__What to produce__
Using the records below, output the stretch that opens with the line containing "M1211,29L1208,41L1209,89L1268,86V0" and closes with the line containing "M177,515L378,531L376,557", exactly and including both lines, with nothing more.
--- Available records ---
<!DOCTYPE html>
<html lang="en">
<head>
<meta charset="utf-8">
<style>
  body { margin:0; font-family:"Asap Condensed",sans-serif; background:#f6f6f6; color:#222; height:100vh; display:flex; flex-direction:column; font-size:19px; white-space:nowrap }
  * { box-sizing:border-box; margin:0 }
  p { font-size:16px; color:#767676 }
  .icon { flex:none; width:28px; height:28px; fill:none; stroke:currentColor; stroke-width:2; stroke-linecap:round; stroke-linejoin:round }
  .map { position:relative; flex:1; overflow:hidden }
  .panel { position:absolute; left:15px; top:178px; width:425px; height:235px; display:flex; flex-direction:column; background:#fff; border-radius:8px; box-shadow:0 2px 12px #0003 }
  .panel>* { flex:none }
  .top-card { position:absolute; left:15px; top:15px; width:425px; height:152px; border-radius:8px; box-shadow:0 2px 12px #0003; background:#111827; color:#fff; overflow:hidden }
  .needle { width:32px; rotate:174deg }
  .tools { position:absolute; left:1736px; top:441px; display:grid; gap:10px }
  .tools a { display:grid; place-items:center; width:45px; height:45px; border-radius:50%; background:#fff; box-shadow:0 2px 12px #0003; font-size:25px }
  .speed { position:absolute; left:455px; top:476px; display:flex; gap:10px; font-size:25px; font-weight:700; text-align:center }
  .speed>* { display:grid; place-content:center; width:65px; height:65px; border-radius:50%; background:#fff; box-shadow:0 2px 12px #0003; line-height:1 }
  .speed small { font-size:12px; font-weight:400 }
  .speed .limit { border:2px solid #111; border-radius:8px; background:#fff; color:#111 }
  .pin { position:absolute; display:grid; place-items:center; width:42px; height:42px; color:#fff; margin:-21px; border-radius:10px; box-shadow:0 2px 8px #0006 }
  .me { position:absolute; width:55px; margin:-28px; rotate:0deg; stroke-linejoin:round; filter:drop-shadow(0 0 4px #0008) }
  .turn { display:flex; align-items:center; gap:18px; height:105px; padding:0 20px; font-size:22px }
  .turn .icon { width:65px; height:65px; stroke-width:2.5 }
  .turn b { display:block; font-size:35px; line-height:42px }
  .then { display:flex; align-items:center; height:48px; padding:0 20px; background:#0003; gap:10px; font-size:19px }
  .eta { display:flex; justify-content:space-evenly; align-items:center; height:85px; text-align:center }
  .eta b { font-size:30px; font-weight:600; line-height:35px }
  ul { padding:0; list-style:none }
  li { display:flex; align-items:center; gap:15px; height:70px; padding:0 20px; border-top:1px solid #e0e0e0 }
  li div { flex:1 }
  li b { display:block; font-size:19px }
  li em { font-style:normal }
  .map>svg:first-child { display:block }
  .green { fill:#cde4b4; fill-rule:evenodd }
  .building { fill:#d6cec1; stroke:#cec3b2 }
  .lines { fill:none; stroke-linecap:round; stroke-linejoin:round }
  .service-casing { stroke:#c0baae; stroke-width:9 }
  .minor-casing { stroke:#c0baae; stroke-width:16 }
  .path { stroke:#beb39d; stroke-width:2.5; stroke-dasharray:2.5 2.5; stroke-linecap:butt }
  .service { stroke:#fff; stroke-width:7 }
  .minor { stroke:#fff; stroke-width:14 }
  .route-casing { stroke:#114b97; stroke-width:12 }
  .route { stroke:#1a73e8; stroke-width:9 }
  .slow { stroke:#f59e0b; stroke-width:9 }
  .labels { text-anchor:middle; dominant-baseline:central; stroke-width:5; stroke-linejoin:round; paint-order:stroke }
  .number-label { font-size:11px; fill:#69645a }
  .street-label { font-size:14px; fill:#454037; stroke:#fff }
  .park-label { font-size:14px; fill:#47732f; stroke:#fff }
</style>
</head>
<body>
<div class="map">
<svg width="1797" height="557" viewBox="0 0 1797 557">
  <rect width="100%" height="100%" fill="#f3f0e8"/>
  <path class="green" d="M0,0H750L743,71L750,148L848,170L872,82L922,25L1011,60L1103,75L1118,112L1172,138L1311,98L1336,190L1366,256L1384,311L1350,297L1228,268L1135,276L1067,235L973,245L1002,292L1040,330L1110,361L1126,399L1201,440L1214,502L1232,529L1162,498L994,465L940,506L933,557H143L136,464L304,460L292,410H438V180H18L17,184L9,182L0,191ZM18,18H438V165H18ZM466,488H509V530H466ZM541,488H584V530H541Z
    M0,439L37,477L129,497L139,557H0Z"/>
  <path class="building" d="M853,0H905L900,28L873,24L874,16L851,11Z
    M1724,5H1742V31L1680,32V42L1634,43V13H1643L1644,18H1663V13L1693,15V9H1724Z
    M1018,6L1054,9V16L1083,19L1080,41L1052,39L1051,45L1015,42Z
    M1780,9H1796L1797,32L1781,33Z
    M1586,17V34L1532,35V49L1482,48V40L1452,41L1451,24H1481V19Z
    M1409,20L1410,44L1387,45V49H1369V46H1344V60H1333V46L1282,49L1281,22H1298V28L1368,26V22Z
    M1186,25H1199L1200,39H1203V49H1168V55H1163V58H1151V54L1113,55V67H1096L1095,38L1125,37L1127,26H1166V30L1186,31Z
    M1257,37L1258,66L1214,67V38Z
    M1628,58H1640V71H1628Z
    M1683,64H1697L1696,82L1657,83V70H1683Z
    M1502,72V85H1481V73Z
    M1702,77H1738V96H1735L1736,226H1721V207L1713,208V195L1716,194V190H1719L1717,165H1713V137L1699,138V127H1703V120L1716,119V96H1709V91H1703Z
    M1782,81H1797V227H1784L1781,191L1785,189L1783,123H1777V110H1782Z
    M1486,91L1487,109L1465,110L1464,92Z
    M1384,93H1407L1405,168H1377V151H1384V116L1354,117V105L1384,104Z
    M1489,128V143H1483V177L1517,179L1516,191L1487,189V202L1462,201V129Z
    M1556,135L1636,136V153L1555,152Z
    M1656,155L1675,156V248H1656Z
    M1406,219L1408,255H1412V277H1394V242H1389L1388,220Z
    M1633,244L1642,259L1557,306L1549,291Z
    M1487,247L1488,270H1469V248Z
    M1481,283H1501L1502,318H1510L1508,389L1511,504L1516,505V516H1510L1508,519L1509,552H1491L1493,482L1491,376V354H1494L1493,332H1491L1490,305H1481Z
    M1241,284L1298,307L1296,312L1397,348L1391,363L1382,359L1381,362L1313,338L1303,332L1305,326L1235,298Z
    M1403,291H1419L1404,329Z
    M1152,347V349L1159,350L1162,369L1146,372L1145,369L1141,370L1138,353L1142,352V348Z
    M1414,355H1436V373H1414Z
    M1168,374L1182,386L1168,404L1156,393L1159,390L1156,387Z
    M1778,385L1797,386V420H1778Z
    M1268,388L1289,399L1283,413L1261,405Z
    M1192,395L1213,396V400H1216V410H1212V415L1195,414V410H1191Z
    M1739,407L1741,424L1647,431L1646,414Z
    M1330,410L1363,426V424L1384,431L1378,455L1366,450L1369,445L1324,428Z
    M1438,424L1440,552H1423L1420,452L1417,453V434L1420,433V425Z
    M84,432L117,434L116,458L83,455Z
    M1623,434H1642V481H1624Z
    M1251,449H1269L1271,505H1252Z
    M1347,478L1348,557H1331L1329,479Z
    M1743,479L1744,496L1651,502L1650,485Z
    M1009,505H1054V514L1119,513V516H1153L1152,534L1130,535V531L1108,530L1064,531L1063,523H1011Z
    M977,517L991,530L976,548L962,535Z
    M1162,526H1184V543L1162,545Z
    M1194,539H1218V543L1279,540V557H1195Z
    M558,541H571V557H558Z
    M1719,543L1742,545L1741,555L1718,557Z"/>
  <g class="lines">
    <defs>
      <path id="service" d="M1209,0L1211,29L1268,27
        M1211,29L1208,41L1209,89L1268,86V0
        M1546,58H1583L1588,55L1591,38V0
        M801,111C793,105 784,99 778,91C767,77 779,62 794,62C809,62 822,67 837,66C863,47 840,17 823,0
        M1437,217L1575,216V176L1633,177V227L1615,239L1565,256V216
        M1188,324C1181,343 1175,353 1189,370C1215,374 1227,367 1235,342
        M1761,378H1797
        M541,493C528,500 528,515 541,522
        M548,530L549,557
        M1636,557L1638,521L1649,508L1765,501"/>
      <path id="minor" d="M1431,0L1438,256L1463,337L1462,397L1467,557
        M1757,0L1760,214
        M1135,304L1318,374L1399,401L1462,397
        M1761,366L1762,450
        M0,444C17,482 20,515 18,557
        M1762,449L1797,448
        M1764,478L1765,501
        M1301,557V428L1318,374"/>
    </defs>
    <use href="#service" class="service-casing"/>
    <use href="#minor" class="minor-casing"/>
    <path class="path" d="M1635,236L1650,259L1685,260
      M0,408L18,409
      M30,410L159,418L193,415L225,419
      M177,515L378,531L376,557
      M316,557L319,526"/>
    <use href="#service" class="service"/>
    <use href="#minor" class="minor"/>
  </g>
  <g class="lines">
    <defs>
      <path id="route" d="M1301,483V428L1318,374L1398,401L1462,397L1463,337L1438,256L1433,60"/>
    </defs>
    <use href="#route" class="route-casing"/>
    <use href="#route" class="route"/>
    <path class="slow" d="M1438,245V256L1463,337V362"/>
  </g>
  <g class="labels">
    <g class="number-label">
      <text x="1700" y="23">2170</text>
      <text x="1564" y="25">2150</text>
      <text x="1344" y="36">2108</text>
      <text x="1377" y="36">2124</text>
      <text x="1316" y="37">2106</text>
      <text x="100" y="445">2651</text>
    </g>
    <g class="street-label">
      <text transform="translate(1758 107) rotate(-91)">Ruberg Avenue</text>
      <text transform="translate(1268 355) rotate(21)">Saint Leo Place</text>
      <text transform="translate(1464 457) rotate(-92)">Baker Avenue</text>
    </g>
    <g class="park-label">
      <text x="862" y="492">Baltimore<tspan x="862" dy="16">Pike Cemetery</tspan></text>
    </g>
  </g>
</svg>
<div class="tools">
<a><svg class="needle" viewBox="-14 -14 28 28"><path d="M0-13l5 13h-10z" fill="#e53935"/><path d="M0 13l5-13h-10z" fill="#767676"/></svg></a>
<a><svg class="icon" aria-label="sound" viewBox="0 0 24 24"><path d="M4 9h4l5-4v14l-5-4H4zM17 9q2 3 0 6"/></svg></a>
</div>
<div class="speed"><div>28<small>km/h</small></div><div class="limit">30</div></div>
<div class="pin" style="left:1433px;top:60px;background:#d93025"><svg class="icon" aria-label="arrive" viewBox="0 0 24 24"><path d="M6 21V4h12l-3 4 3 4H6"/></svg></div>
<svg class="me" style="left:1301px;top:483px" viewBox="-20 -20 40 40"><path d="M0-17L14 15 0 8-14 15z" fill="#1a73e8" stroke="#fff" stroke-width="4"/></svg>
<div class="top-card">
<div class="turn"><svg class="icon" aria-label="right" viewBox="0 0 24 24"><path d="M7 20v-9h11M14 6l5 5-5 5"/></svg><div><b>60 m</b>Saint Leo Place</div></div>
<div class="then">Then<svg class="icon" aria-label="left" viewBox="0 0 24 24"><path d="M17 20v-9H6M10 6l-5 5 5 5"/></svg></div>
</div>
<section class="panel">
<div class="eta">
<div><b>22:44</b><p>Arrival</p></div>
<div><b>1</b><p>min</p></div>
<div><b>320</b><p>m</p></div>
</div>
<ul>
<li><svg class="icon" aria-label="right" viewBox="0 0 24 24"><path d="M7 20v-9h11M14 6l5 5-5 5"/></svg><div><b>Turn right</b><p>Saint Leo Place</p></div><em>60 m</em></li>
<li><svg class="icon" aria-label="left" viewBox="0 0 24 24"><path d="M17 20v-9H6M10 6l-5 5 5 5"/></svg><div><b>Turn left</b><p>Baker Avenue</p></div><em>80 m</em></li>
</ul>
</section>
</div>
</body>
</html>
---
__Written answer__
        M1211,29L1208,41L1209,89L1268,86V0
        M1546,58H1583L1588,55L1591,38V0
        M801,111C793,105 784,99 778,91C767,77 779,62 794,62C809,62 822,67 837,66C863,47 840,17 823,0
        M1437,217L1575,216V176L1633,177V227L1615,239L1565,256V216
        M1188,324C1181,343 1175,353 1189,370C1215,374 1227,367 1235,342
        M1761,378H1797
        M541,493C528,500 528,515 541,522
        M548,530L549,557
        M1636,557L1638,521L1649,508L1765,501"/>
      <path id="minor" d="M1431,0L1438,256L1463,337L1462,397L1467,557
        M1757,0L1760,214
        M1135,304L1318,374L1399,401L1462,397
        M1761,366L1762,450
        M0,444C17,482 20,515 18,557
        M1762,449L1797,448
        M1764,478L1765,501
        M1301,557V428L1318,374"/>
    </defs>
    <use href="#service" class="service-casing"/>
    <use href="#minor" class="minor-casing"/>
    <path class="path" d="M1635,236L1650,259L1685,260
      M0,408L18,409
      M30,410L159,418L193,415L225,419
      M177,515L378,531L376,557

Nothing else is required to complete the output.